Thank goodness – I just love, love, love that film. I even cried at the end the first time I saw it. How could that happen? I knew the ending for goodness sake! I should have been annoyed that Lurhmann had taken a few liberties with the script so as to play up the drama, but instead there I was, popcorn in hand, willing a happy ending. How daft!

So I loved the film, but still I thought I might be in danger of getting too used to it. So great was my concern that I was tempted to take it off the module list of texts this year, worried that I might not teach it well if I had lost my enthusiasm (and aware that there are some great filmic versions of Shakespeare out there – this is not a module which will ever run short of texts).

romeo-juliet-1

Then came along the brilliant performance by my ‘Shakespeare on Film’ student. I had already seen two excellent presentations in our previous seminar, so my enthusiasm for talking about the film had been rising, and I was delighted when she showed us the clip she was going to analyse. It is the masked ball scene, where Romeo and Juliet see each other through the fish tank and fall in love at first sight. What was so invigorating about the presentation was not just that the student covered all of the aspects of both the text and the film-making process that one would expect, it was that she took us to realms of speculation that we do not always get the chance to explore.

Juliet is dressed as an angel, but could Mercutio, in his white cross-dressing outfit, also be seen as a sort of false angel as he descends the steps, dancing and flapping the ‘wings’ of his outfit? What might that say about the potential rivalry between Juliet and Mercutio for Romeo’s love? Tybalt is dressed as a devil, so could we link this back to the idea of angels and devils battling for the soul of a good man, with Juliet showing the path for god and Tybalt, the path towards evil? Or is Juliet another false angel, luring him to his death?

You can see how things developed, with interpretations being postulated, discussed, refuted and endorsed, and with our presenter plucking relevant quotations from the text as if she had lived and breathed it for several days.

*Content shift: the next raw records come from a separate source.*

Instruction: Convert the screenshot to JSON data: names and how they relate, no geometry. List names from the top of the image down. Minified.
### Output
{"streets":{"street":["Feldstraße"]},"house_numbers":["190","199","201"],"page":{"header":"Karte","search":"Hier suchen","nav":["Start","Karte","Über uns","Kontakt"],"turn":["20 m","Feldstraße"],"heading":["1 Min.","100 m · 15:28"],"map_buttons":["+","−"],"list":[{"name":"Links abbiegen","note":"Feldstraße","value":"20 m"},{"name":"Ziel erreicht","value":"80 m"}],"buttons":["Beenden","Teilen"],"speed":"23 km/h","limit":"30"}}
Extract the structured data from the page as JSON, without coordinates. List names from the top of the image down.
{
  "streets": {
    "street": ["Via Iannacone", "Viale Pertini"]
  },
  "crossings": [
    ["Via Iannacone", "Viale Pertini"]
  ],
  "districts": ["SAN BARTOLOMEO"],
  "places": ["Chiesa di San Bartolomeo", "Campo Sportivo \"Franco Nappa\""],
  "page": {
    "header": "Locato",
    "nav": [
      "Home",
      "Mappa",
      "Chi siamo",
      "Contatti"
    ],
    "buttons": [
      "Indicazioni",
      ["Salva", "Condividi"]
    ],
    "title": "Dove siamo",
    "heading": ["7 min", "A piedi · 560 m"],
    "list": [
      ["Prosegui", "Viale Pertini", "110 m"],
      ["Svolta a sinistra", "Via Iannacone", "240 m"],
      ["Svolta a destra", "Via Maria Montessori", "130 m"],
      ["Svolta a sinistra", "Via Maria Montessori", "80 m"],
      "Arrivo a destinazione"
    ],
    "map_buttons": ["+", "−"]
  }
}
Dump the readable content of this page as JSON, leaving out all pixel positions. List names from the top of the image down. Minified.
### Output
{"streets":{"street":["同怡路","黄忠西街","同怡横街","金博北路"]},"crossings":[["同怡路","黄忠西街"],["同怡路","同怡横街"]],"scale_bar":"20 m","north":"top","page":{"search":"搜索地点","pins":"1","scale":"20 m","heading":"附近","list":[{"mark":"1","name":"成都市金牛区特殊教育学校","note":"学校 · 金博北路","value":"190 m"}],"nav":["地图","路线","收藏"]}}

By the end of the seminar there were some delightful results: we all (including me) knew more about Shakespeare, film and Luhrmann’s Shakespeare on film than we did when we walked into the room; we had learnt that film directors can simultaneously expand and restrict your interpretation of a text; we had also decided that few of us would object to being wooed by Leonardo DiCaprio in the years before The Wolf of Wall Street.

Leonardo DiCaprio

What was most surprising – and most delightful – for me, is that I have a renewed appreciation of Romeo and Juliet. Despite all of these years, I have not become too accustomed to the play after all. The gifts our students give us.